Introduction

Follicular lymphoma (FL) is the most common indolent B-cell lympho-proliferative disorder of transformed follicular centre B cells, accounting for 20–25% of adult non-Hodgkin’s lymphomas (HLs) worldwide1. Follicular lymphoma is characterized by diffuse lymphadenopathy, splenomegaly and often bone marrow involvement (BMI)2. Indeed, BMI defined by a positive bone marrow biopsy (BMB) has been reported in 52% to 55% of newly diagnosed FL patients3,4,5,6. BMI is an important factor in most clinical risk stratification indices, including the Follicular Lymphoma International Prognostic Index (FLIPI). The presence of BMI can change the treatment strategy, especially in patients who were thought to have early-stage disease prior to having a bone assessment. 18F-fluorodesoxyglucose (18FDG) positron emission tomography (PET)/computed tomography (CT) is now used for the assessment of BMI in HL patients7,8 and DLBCL patients9,10,11,12,13. Indeed, several studies have demonstrated sufficient diagnostic performances for these two histologic subtypes of lymphoma. In FL, data are sparse from smaller series of patients and display weaker diagnostic performances for BMI13,14,15,16,17. More specifically, the incidence of cases of positive BMB with negative visual PET examinations has been estimated to be 13%18. Therefore, PET is generally not used for BMI assessment in follicular lymphomas, and BMB arbitrarily taken from the iliac crest is preferred as the gold standard. However, the main shortcomings of BMB are inadequate sampling and possible pain, bleeding or infection complications19. Some studies have shown that a combination of PET and BMB could be an alternative for a more accurate BMI assessment than either PET or BMB alone20,21.

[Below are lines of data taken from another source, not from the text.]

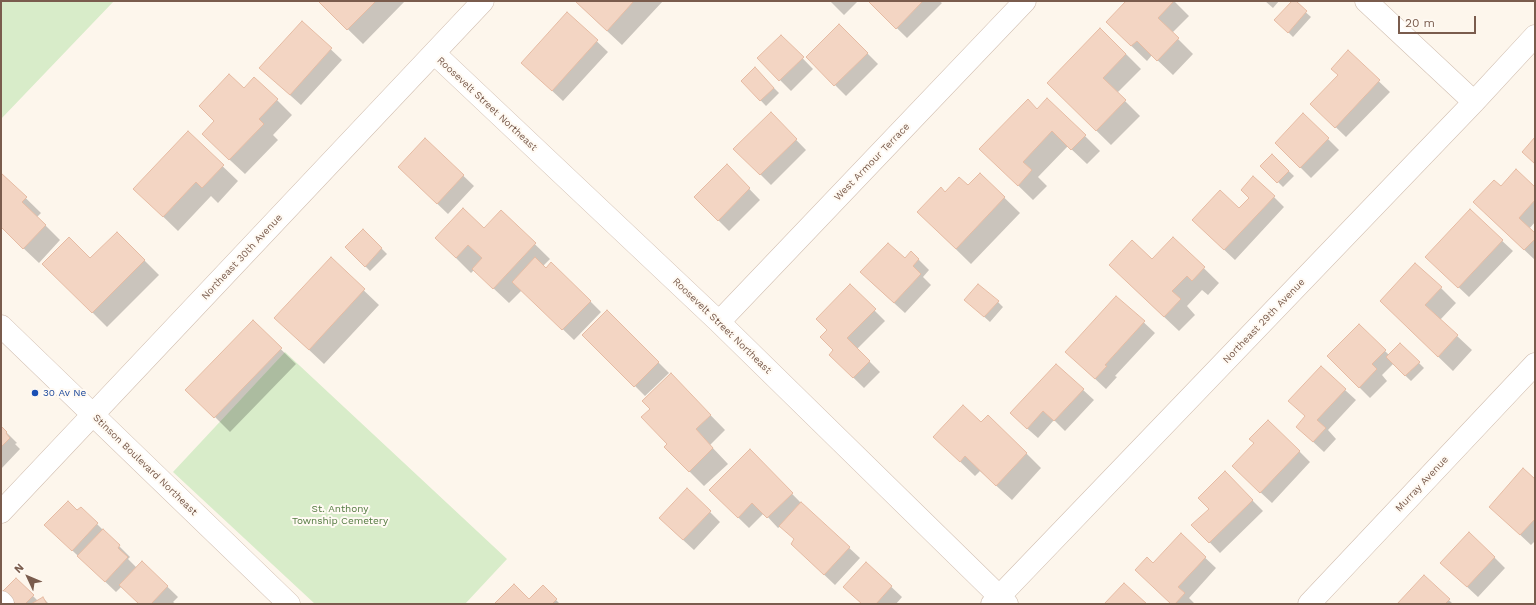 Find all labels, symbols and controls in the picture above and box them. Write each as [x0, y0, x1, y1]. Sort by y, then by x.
scale bar [1400, 8, 1478, 34]
text: 20 m [1405, 16, 1435, 30]
street label: Roosevelt Street Northeast [434, 54, 540, 154]
street label: West Armour Terrace [832, 121, 912, 203]
street label: Northeast 30th Avenue [199, 212, 285, 302]
street label: Roosevelt Street Northeast [670, 276, 774, 376]
street label: Northeast 29th Avenue [1220, 276, 1308, 366]
place label: 30 Av Ne [43, 387, 86, 399]
marker: 30 Av Ne [30, 388, 40, 398]
street label: Stinson Boulevard Northeast [90, 412, 200, 518]
street label: Murray Avenue [1393, 454, 1451, 514]
park label: St. Anthony Township Cemetery [292, 503, 388, 526]
north arrow [8, 557, 48, 597]
text: N [11, 561, 27, 576] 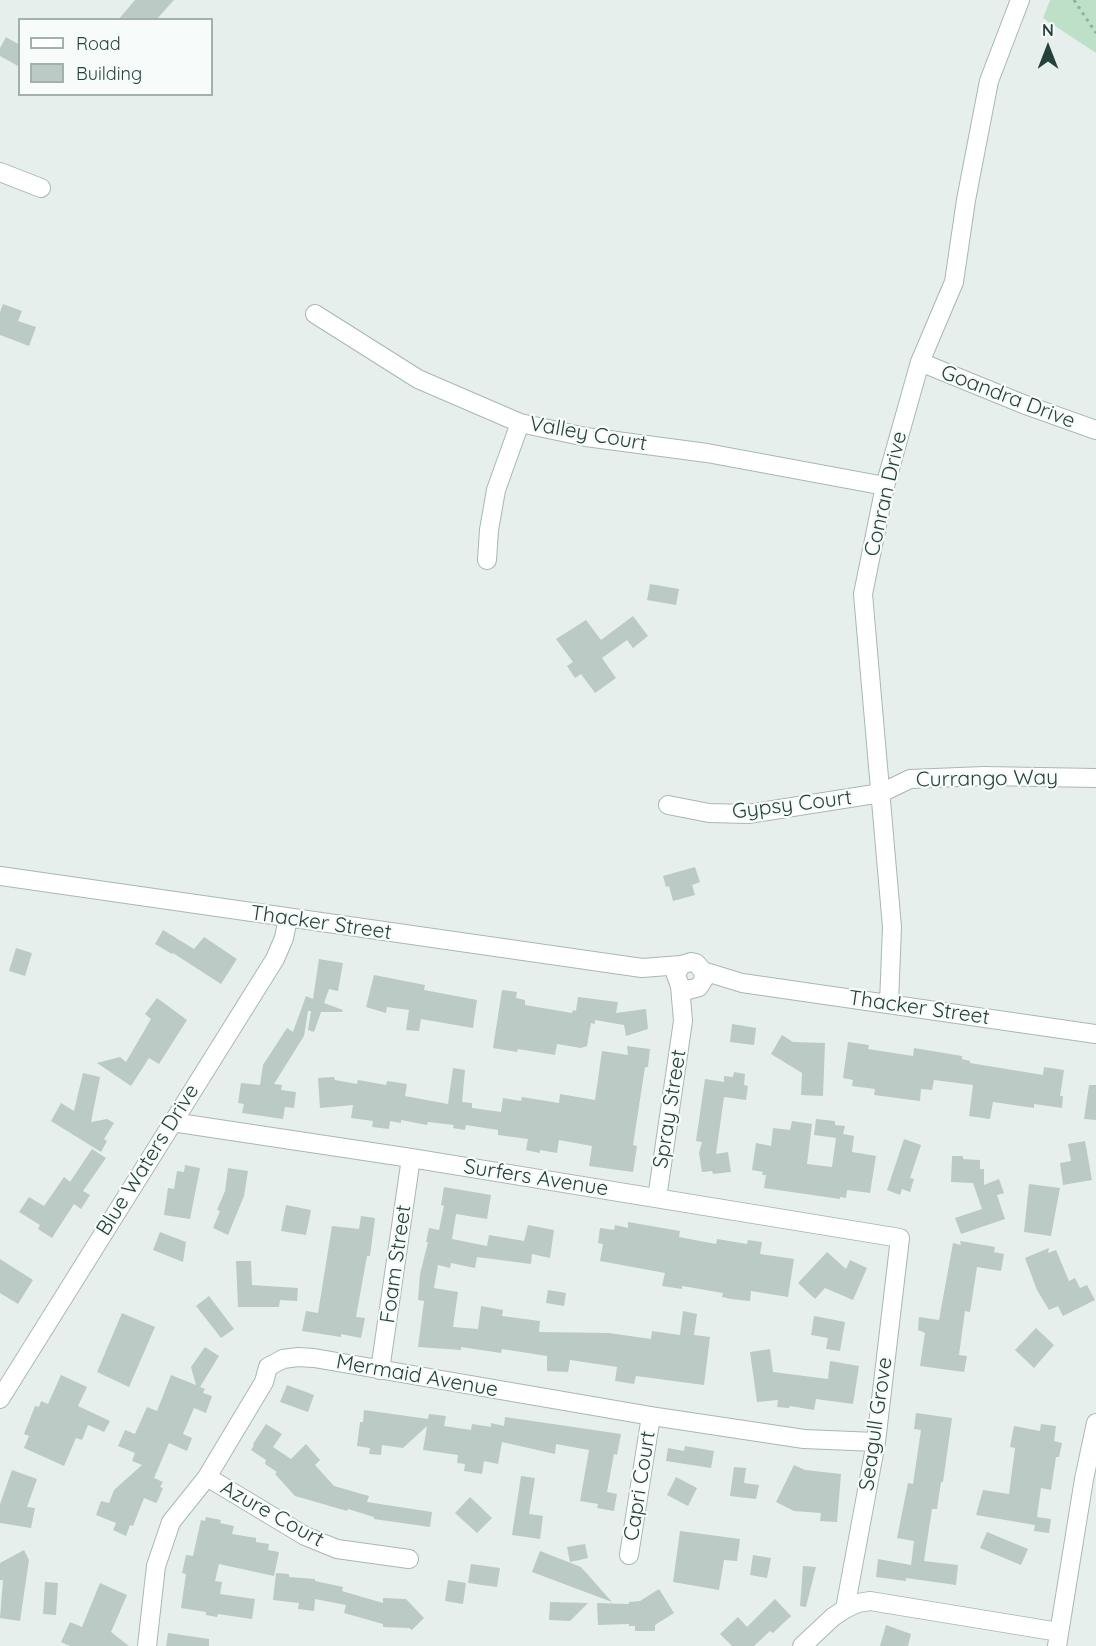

Today, there is a growing interest in haematology in using alternatives to visual or semiquantitative PET assessments that are based on textural features (TFs)22,23. Indeed, the basic visual interpretation of diffuse bone marrow involvement without focal bone lesions on PET can be difficult, leading to false-negative results. The diagnostic value of skeletal TFs compared to BMB and PET visual analysis on baseline 18FDG PET/CT in DLBCL patients has been demonstrated24. By extrapolation, we assume that the quantification of the metabolic heterogeneity of the skeleton could also significantly improve the bone pretherapeutic evaluation in FL patients. Therefore, the aim of this study was to evaluate the value of textural features (TFs) for the diagnosis of BMI.

Results

Population characteristics

From the 113 FL patients identified from our database, 66 patients were ultimately included. Twenty-one patients were excluded because of missing BMB and 26 because of missing baseline 18FDG PET/CT. Fifty-nine patients were scanned on the Biograph TrueV Pet system, and seven were scanned on the Vereos PET system. There were 36 bone-NEGATIVE patients (54.5%) and 30 bone-POSITIVE patients (45.5%). Among the bone-POSITIVE patients, there were four BMB −/PETVISU + patients (13.3%), 14 BMB +/PETVISU− patients (46.7%) and 12 BMB +/PETVISU + patients (40.0%). Focusing on BMB −/PETVISU + patients, hypermetabolic lesions were located towards the axial skeleton and not in the appendicular skeleton, explaining the negativity of the BMB. Representative examples of each case are shown in Fig. 1.

Figure 1
figure 1

Representative MIP PET, sagittal PET and axial PET/CT images of patients PET +/BMB + (a); PET −/BMB + (b) and PET +/BMB − (c).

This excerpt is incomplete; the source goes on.